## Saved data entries
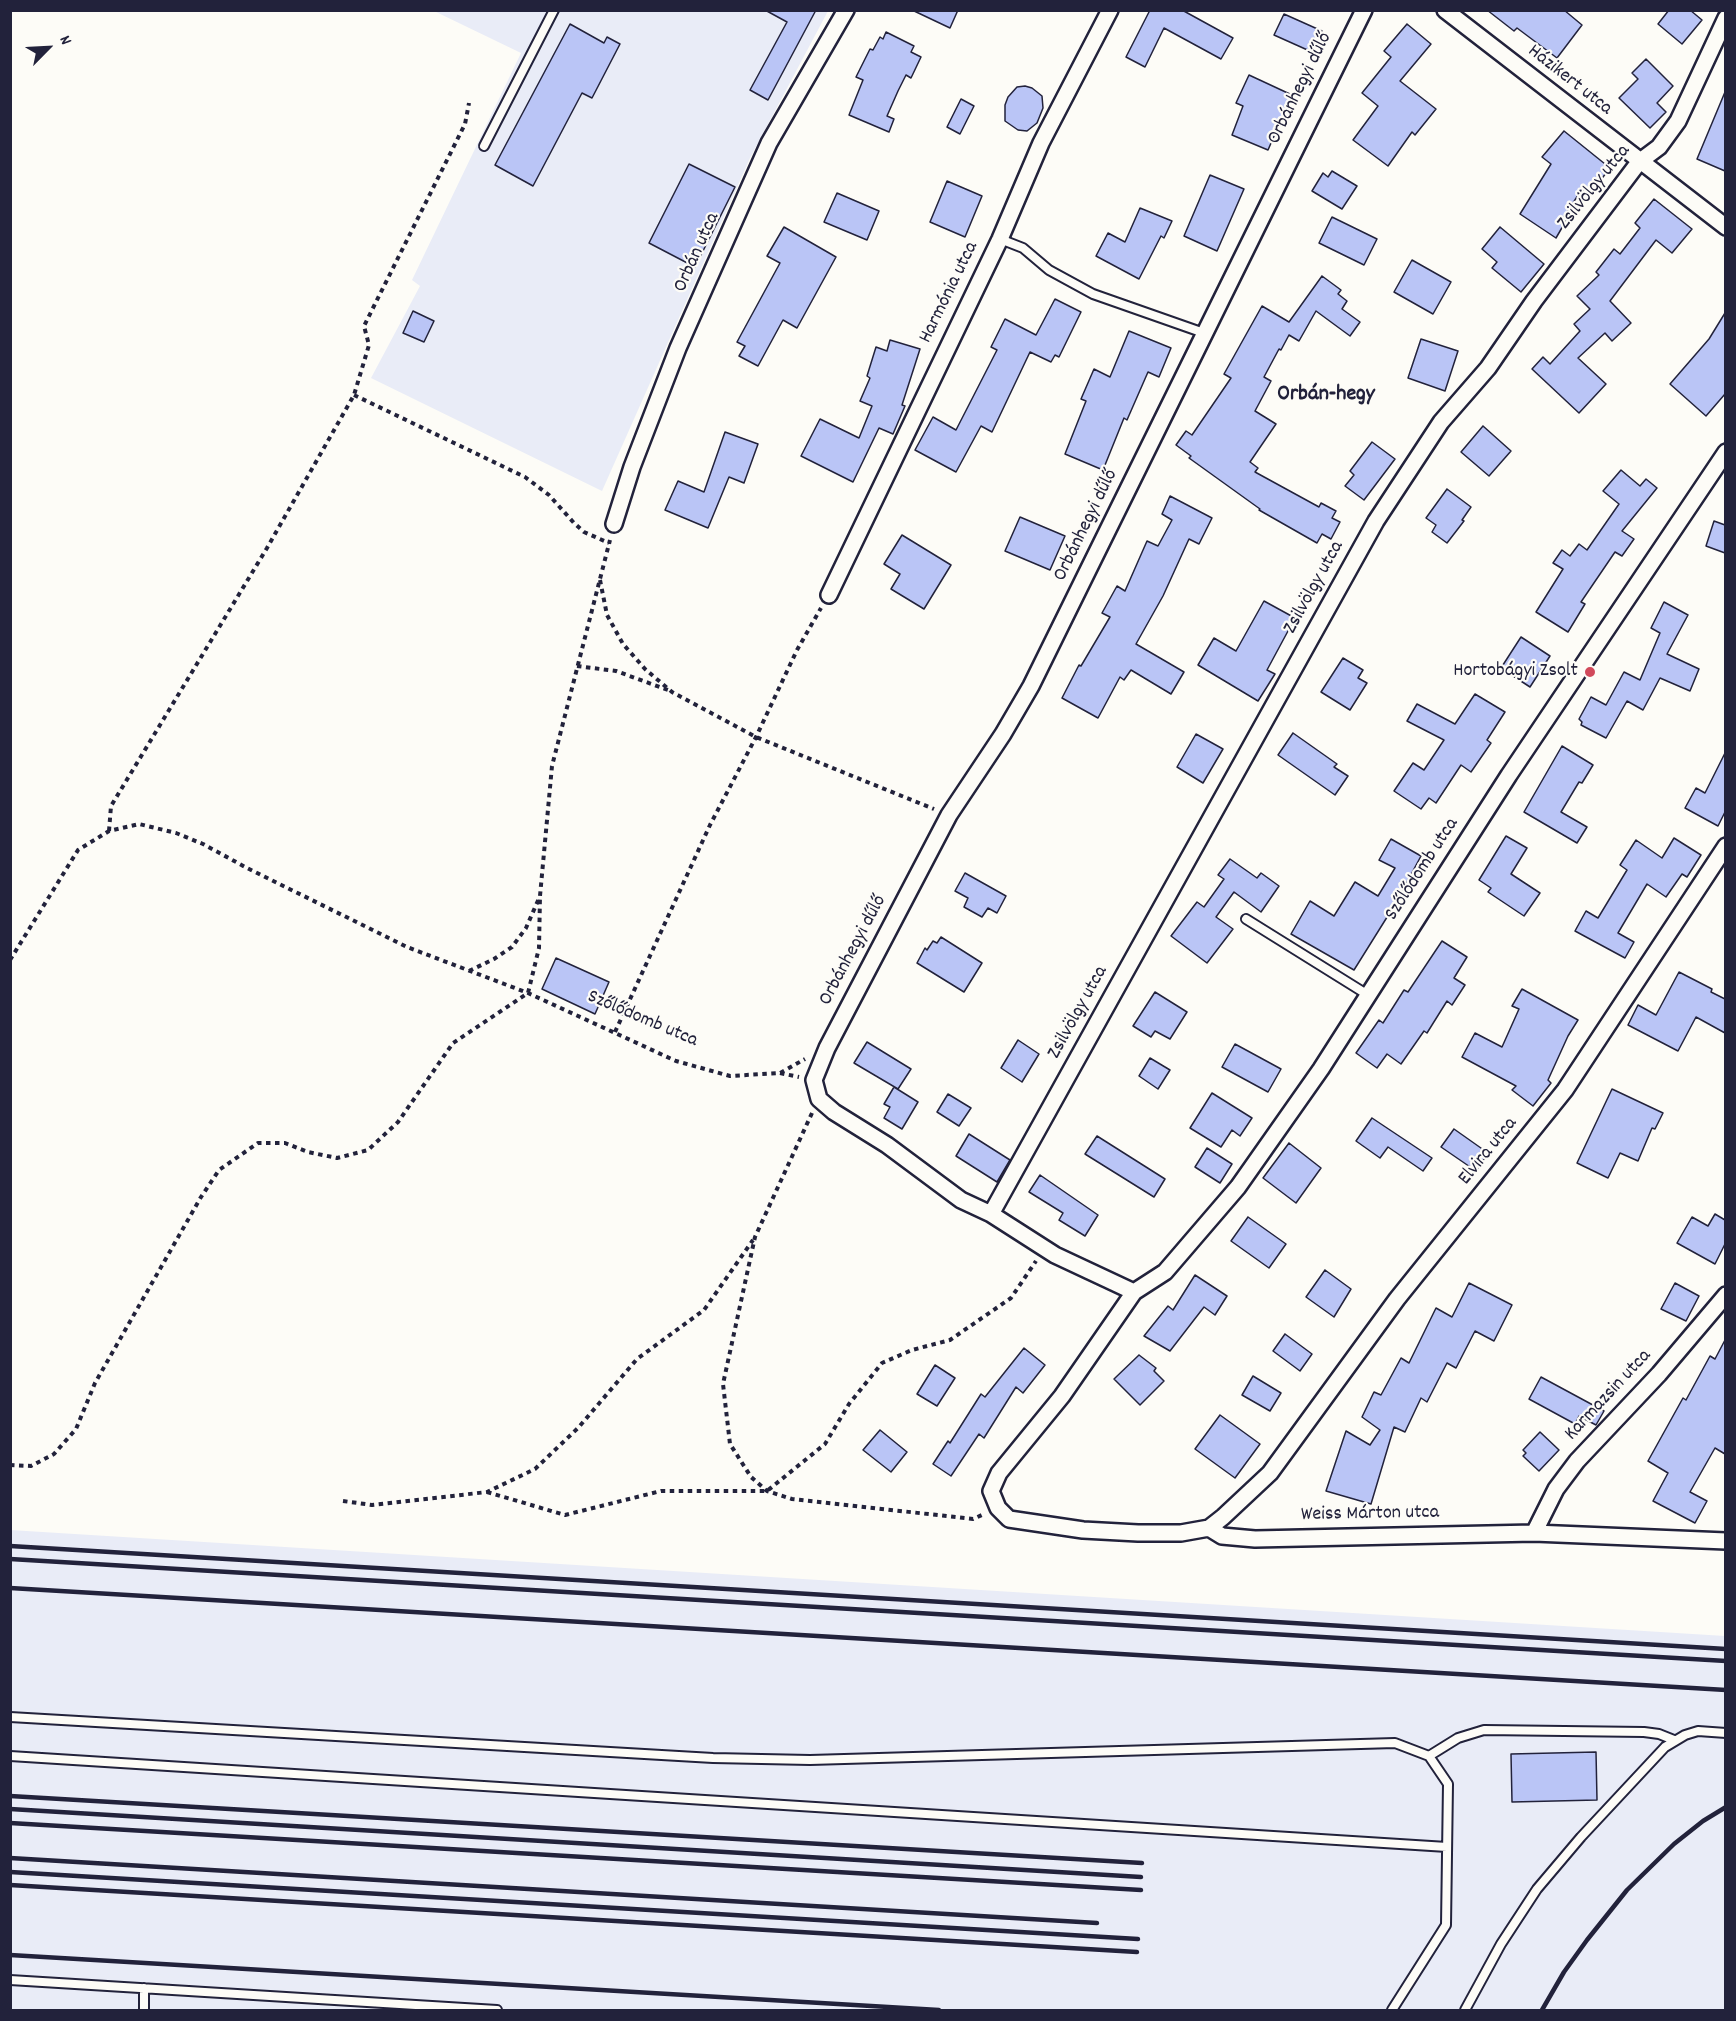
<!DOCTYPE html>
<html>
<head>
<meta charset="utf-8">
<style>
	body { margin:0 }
	#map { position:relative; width:1736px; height:2021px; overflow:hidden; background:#fdfcf7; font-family:Dekko,sans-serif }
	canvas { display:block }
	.frame { position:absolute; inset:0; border:12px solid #22223b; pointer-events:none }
	.north { position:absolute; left:18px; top:18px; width:60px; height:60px; -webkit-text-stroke:4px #fdfcf7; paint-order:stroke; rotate:66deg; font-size:16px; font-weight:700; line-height:24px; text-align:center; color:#22223b }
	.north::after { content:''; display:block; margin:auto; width:21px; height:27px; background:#22223b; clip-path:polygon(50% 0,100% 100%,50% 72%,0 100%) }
</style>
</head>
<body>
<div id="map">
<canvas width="1736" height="2021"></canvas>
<div class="frame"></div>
<div class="north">N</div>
</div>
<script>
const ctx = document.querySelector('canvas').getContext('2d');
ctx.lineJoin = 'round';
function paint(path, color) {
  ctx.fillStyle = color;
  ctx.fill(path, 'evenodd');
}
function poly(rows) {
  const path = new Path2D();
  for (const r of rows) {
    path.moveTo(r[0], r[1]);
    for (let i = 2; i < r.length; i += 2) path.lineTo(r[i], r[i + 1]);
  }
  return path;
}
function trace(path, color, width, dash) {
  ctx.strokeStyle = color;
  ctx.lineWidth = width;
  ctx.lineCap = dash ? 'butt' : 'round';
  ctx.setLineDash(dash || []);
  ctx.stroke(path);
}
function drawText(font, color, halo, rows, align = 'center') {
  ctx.font = font + ' Dekko,sans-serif';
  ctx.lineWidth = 4.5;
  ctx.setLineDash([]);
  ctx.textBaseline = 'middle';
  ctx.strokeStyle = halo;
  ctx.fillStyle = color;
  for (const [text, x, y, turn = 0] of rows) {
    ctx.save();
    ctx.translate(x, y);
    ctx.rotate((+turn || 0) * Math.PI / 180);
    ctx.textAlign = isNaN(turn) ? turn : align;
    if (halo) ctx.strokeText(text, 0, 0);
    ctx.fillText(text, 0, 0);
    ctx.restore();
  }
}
paint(poly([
	[434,11,828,11,750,158,602,491,371,378,420,286,412,280,521,53],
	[10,1530,1725,1636,1725,2010,11,2010]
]), '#e9ecf7');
const building = poly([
	[765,10,816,10,768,100,750,90,787,22,765,10],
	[912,10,958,10,950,28,912,10],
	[1150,10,1182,10,1233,38,1221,59,1164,28,1145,67,1126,57,1150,10],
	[1487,10,1564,10,1582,25,1557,58,1517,28,1514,31,1487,10],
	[1669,10,1690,10,1702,20,1682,44,1658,24,1669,10],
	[1284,14,1322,31,1312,52,1274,35,1284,14],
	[570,24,604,43,607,37,620,44,592,98,582,93,533,186,495,165,570,24],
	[1407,24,1431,44,1400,81,1436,109,1415,135,1412,132,1388,166,1353,140,1378,106,1362,93,1391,57,1384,51,1407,24],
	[886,32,914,46,911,52,921,57,911,78,906,75,898,91,887,116,894,119,889,132,849,115,863,80,856,77,870,49,873,50,880,37,883,39,886,32],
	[1646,59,1673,86,1657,103,1666,112,1650,128,1619,98,1638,79,1632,73,1646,59],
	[1249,75,1292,95,1268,150,1232,135,1243,106,1236,103,1249,75],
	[1025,86,1032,88,1042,96,1043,108,1037,123,1027,131,1018,130,1005,121,1005,105,1008,97,1017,87,1025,86],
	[1725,92,1725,171,1697,159,1725,92],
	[961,99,974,106,960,134,947,127,961,99],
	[1564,131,1610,168,1589,195,1582,189,1564,217,1567,219,1556,238,1520,214,1551,164,1542,157,1564,131],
	[689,164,735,187,695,267,649,243,689,164],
	[1332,171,1357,186,1342,209,1312,191,1323,173,1328,177,1332,171],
	[1210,175,1244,189,1217,251,1184,236,1210,175],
	[947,181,982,196,965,237,930,222,947,181],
	[837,193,879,211,867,240,824,222,837,193],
	[1654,199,1692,229,1672,253,1656,240,1610,301,1631,323,1612,341,1605,333,1578,358,1606,384,1579,413,1532,369,1543,357,1550,364,1580,331,1574,324,1590,309,1577,296,1599,275,1596,272,1614,249,1620,254,1640,228,1635,223,1654,199],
	[1140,208,1172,221,1164,238,1161,236,1139,279,1096,256,1108,233,1125,242,1140,208],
	[1332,217,1377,239,1364,265,1319,243,1332,217],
	[784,227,836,257,797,328,783,320,758,366,739,356,745,346,737,342,780,263,767,256,784,227],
	[1500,227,1544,264,1521,292,1492,268,1497,262,1482,249,1500,227],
	[1412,260,1451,282,1433,314,1394,292,1412,260],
	[1322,276,1341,290,1338,294,1347,301,1342,309,1360,322,1350,336,1316,311,1299,341,1289,335,1281,350,1279,349,1264,377,1271,381,1255,411,1276,424,1250,462,1258,468,1255,472,1319,507,1321,503,1336,511,1332,518,1340,522,1331,539,1322,534,1317,543,1259,510,1260,509,1189,458,1191,456,1176,445,1186,431,1192,435,1231,378,1224,374,1262,306,1289,322,1322,276],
	[1055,299,1081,312,1059,357,1055,355,1051,362,1030,352,992,432,981,426,956,472,915,450,933,417,956,430,997,350,991,347,1005,319,1036,335,1055,299],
	[413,311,434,321,424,342,403,333,413,311],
	[1725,313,1725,394,1706,416,1670,384,1709,339,1725,313],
	[1129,331,1171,348,1159,377,1148,372,1127,420,1124,418,1103,470,1065,454,1086,401,1081,399,1094,369,1110,377,1129,331],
	[1421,339,1458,351,1445,391,1408,378,1421,339],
	[890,340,920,349,902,405,905,406,893,434,879,428,853,482,801,456,820,419,859,438,872,406,860,401,870,378,867,376,876,347,887,351,890,340],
	[1483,426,1511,451,1489,476,1461,452,1483,426],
	[725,432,758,444,744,483,729,477,708,528,665,510,678,481,704,492,725,432],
	[1372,442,1395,459,1364,500,1345,486,1354,475,1350,471,1372,442],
	[1621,470,1640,486,1646,479,1657,488,1622,531,1634,539,1622,556,1615,552,1581,602,1585,604,1568,632,1536,612,1563,569,1553,563,1562,550,1570,556,1579,544,1587,550,1619,504,1603,491,1621,470],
	[1447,489,1471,507,1462,520,1464,521,1447,543,1432,532,1436,525,1426,518,1447,489],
	[1170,496,1212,518,1199,544,1189,539,1163,596,1136,644,1184,672,1171,694,1131,670,1124,680,1120,677,1098,718,1062,698,1079,665,1081,666,1110,617,1102,613,1117,586,1125,591,1147,541,1158,546,1172,520,1162,514,1170,496],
	[1020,517,1065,536,1050,570,1005,551,1020,517],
	[1714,521,1725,525,1725,553,1706,546,1714,521],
	[902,535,951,565,924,609,891,589,900,574,884,564,902,535],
	[1264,601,1295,618,1267,670,1275,674,1258,701,1198,665,1214,638,1236,651,1264,601],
	[1664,602,1688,615,1667,654,1699,669,1690,691,1660,678,1643,710,1627,701,1606,738,1581,725,1582,722,1579,719,1591,697,1606,705,1624,672,1640,680,1660,633,1651,628,1664,602],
	[1521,637,1550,656,1530,687,1501,668,1521,637],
	[1343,658,1363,670,1358,678,1367,683,1350,710,1321,692,1343,658],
	[1475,694,1505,712,1487,740,1491,743,1471,772,1461,765,1436,803,1429,798,1421,809,1394,791,1413,763,1424,770,1444,740,1407,721,1417,704,1455,724,1475,694],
	[1293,733,1337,764,1334,767,1348,776,1335,795,1278,755,1293,733],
	[1196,734,1223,749,1203,783,1177,767,1196,734],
	[1562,746,1593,765,1582,783,1579,782,1561,812,1587,827,1577,843,1524,812,1562,746],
	[1725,753,1725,812,1718,826,1685,808,1696,788,1705,793,1725,753],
	[1506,836,1527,848,1511,874,1540,893,1524,916,1488,892,1491,888,1479,880,1506,836],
	[1674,838,1701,855,1687,877,1682,874,1666,897,1647,884,1618,933,1634,942,1625,958,1575,931,1586,911,1598,918,1627,870,1620,865,1636,840,1662,858,1674,838],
	[1391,839,1421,856,1394,906,1354,970,1291,934,1310,901,1334,916,1355,882,1378,896,1395,868,1379,860,1391,839],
	[1230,859,1257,878,1261,873,1279,886,1261,912,1234,892,1216,917,1233,929,1207,963,1171,936,1197,902,1204,907,1224,879,1218,875,1230,859],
	[965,873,1006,896,997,913,988,908,982,917,964,907,968,898,955,891,965,873],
	[941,937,982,963,964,992,917,963,925,948,927,950,933,941,937,943,941,937],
	[1442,941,1467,957,1454,978,1465,985,1452,1005,1447,1001,1427,1033,1424,1031,1401,1064,1387,1054,1377,1068,1356,1053,1379,1020,1383,1023,1404,990,1408,992,1442,941],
	[556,958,609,982,595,1014,542,989,556,958],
	[1679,972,1712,989,1711,992,1725,999,1725,1033,1696,1017,1678,1051,1628,1025,1638,1005,1656,1015,1679,972],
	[1522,989,1578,1020,1568,1036,1548,1080,1551,1083,1533,1106,1512,1090,1516,1086,1462,1057,1475,1033,1502,1047,1519,1009,1512,1006,1522,989],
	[1155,992,1187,1012,1170,1039,1155,1031,1151,1037,1133,1026,1155,992],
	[1018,1040,1039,1054,1022,1082,1001,1068,1018,1040],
	[867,1042,911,1069,898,1089,854,1063,867,1042],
	[1235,1044,1281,1069,1268,1092,1222,1067,1235,1044],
	[1150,1058,1170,1070,1158,1089,1139,1076,1150,1058],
	[894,1087,918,1102,902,1129,884,1118,890,1107,884,1104,894,1087],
	[1612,1089,1663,1113,1655,1129,1652,1128,1638,1161,1620,1153,1608,1178,1577,1163,1612,1089],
	[1212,1093,1252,1118,1240,1136,1232,1130,1221,1147,1190,1128,1212,1093],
	[948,1094,971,1108,959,1126,937,1112,948,1094],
	[1372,1118,1432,1158,1423,1171,1388,1147,1380,1158,1356,1141,1372,1118],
	[1454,1129,1488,1153,1476,1171,1441,1147,1454,1129],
	[969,1134,1010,1160,997,1182,956,1156,969,1134],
	[1097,1136,1165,1179,1154,1197,1085,1154,1097,1136],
	[1289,1143,1321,1168,1296,1203,1263,1178,1289,1143],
	[1207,1148,1232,1164,1220,1183,1195,1167,1207,1148],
	[1040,1175,1098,1215,1085,1236,1059,1220,1063,1213,1029,1192,1040,1175],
	[1715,1214,1725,1220,1725,1244,1715,1264,1677,1243,1692,1217,1708,1226,1715,1214],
	[1248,1217,1286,1244,1269,1268,1231,1241,1248,1217],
	[1325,1270,1351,1289,1334,1317,1306,1297,1325,1270],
	[1195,1275,1227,1296,1215,1315,1204,1307,1170,1351,1144,1336,1168,1306,1173,1310,1195,1275],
	[1469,1283,1512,1305,1494,1341,1475,1331,1456,1368,1447,1363,1427,1402,1421,1398,1405,1432,1394,1427,1371,1504,1326,1491,1346,1431,1370,1445,1380,1430,1362,1417,1374,1392,1381,1395,1401,1358,1409,1363,1436,1308,1452,1317,1469,1283],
	[1675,1283,1699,1296,1686,1321,1661,1309,1675,1283],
	[1285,1334,1312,1354,1300,1371,1273,1351,1285,1334],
	[1725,1340,1725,1454,1715,1448,1690,1492,1707,1501,1695,1523,1653,1501,1668,1473,1648,1461,1683,1398,1686,1400,1710,1356,1715,1359,1725,1340],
	[1024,1348,1045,1365,1023,1393,1016,1387,984,1438,979,1434,951,1476,933,1464,948,1441,950,1443,981,1394,985,1397,1024,1348],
	[1139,1355,1156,1368,1154,1371,1164,1381,1140,1405,1114,1379,1139,1355],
	[935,1365,955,1378,937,1406,917,1394,935,1365],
	[1253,1376,1281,1393,1270,1411,1242,1395,1253,1376],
	[1541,1377,1604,1411,1596,1425,1579,1416,1575,1424,1529,1399,1541,1377],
	[1220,1415,1260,1444,1235,1478,1195,1449,1220,1415],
	[880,1430,907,1452,891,1472,863,1450,880,1430],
	[1540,1432,1559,1450,1539,1471,1523,1456,1526,1453,1523,1450,1540,1432],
	[1596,1752,1597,1800,1512,1802,1511,1754,1596,1752]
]);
paint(building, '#bac5f6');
trace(building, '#22223b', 1.5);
const lane = poly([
	[484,146,554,10],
	[1000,239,1023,248,1049,270,1093,294,1204,333],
	[1246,919,1368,995],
	[10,1717,713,1758,810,1760,1395,1743,1429,1756,1448,1784,1446,1925,1392,2010],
	[10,1756,1447,1847],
	[1429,1756,1458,1738,1484,1730,1644,1732,1659,1734,1674,1740],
	[10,1980,497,2010],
	[144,2010,144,1988],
	[1465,2010,1501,1944,1537,1889,1581,1837,1665,1747,1685,1735,1698,1731,1726,1733]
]);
const street = poly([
	[1445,10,1726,227],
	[1726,452,1509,775,1321,1069,1238,1187,1165,1272,1134,1292,1062,1396,999,1473,991,1491,998,1508,1009,1519,1083,1530,1138,1533,1181,1533,1209,1528,1223,1517,1270,1473,1397,1299,1565,1090,1726,846],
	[614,524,632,467,678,348,769,143,846,10],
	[829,595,1000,239,1041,143,1110,10],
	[991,1214,1376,521,1441,422,1488,368,1534,301,1639,162,1659,147,1678,121,1726,18],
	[1134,1292,1055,1255,991,1214,961,1200,887,1145,834,1112,819,1099,814,1080,827,1048,949,815,1003,734,1031,686,1364,10],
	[1209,1528,1222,1536,1255,1539,1534,1533,1726,1541],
	[1534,1533,1556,1489,1577,1461,1659,1374,1726,1295]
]);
trace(lane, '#22223b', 12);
trace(street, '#22223b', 20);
trace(poly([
	[354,395,525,477,549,495,574,523,584,532,609,543],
	[600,580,607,615,623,644,645,669,672,692,756,737,934,809],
	[577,666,616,671,668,690],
	[109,831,111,806,267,548,354,395,369,345,364,326,465,124,469,103],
	[10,960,78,850,109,831,139,824,176,833,203,844,247,868,407,947,528,993,676,1061,730,1076,780,1073,805,1059],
	[469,971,494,959,512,947,526,928,540,896,552,766,610,540],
	[615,1032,710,825,756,737,797,650,821,608],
	[780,1073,799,1077],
	[812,1113,755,1237,723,1384,730,1444,751,1477,767,1491,792,1499,973,1519,984,1514],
	[10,1465,31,1466,54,1454,76,1429,95,1383,201,1197,219,1170,258,1143,285,1143,308,1152,337,1158,368,1150,398,1122,453,1043,528,993,539,948,540,896],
	[487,1492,565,1515,661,1491,767,1491,825,1444,849,1404,882,1363,912,1350,950,1340,1011,1298,1036,1261],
	[343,1501,372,1505,487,1492,535,1469,578,1428,637,1359,704,1310,753,1240]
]), '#22223b', 4, [4.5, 4.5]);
trace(lane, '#fdfcf7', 8);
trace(street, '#fdfcf7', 15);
trace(poly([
	[10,1546,1726,1649],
	[10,1559,1726,1661],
	[10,1588,1726,1690],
	[10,1796,1142,1863],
	[10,1809,1141,1877],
	[10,1823,1141,1890],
	[10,1858,1097,1923],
	[10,1872,1138,1939],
	[10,1885,1137,1952],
	[10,1955,939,2010],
	[1542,2010,1564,1972,1587,1940,1627,1890,1674,1844,1703,1821,1726,1807]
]), '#22223b', 4.5);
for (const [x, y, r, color] of [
	[1590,672,6,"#d1495b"]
]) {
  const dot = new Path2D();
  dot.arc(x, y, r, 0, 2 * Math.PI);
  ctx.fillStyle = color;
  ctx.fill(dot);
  trace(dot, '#fdfcf7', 2);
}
drawText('20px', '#22223b', '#fdfcf7', [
	["Házikert utca",1569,81,38],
	["Orbánhegyi dűlő",1301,89,-64],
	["Zsilvölgy utca",1595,188,-51],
	["Orbán utca",698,253,-66],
	["Harmónia utca",950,293,-64],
	["Orbánhegyi dűlő",1087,526,-64],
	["Zsilvölgy utca",1315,588,-61],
	["Szőlődomb utca",1423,870,-57],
	["Orbánhegyi dűlő",854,951,-62],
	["Zsilvölgy utca",1079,1013,-61],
	["Szőlődomb utca",642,1020,23],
	["Elvira utca",1489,1152,-51],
	["Karmazsin utca",1609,1396,-47],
	["Weiss Márton utca",1370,1515,-1]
]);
drawText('20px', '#22223b', '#fdfcf7', [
	["Hortobágyi Zsolt",1578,672]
], 'right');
drawText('bold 22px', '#22223b', '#fdfcf7', [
	["Orbán-hegy",1326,396]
]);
</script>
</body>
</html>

## Problem statement
Taking the records above, retype every line from the one with "content:''; display:block; margin:auto;" down to the one with "ctx.translate(x, y);", exactly and with nothing else.

## Answer for the task
	.north::after { content:''; display:block; margin:auto; width:21px; height:27px; background:#22223b; clip-path:polygon(50% 0,100% 100%,50% 72%,0 100%) }
</style>
</head>
<body>
<div id="map">
<canvas width="1736" height="2021"></canvas>
<div class="frame"></div>
<div class="north">N</div>
</div>
<script>
const ctx = document.querySelector('canvas').getContext('2d');
ctx.lineJoin = 'round';
function paint(path, color) {
  ctx.fillStyle = color;
  ctx.fill(path, 'evenodd');
}
function poly(rows) {
  const path = new Path2D();
  for (const r of rows) {
    path.moveTo(r[0], r[1]);
    for (let i = 2; i < r.length; i += 2) path.lineTo(r[i], r[i + 1]);
  }
  return path;
}
function trace(path, color, width, dash) {
  ctx.strokeStyle = color;
  ctx.lineWidth = width;
  ctx.lineCap = dash ? 'butt' : 'round';
  ctx.setLineDash(dash || []);
  ctx.stroke(path);
}
function drawText(font, color, halo, rows, align = 'center') {
  ctx.font = font + ' Dekko,sans-serif';
  ctx.lineWidth = 4.5;
  ctx.setLineDash([]);
  ctx.textBaseline = 'middle';
  ctx.strokeStyle = halo;
  ctx.fillStyle = color;
  for (const [text, x, y, turn = 0] of rows) {
    ctx.save();
    ctx.translate(x, y);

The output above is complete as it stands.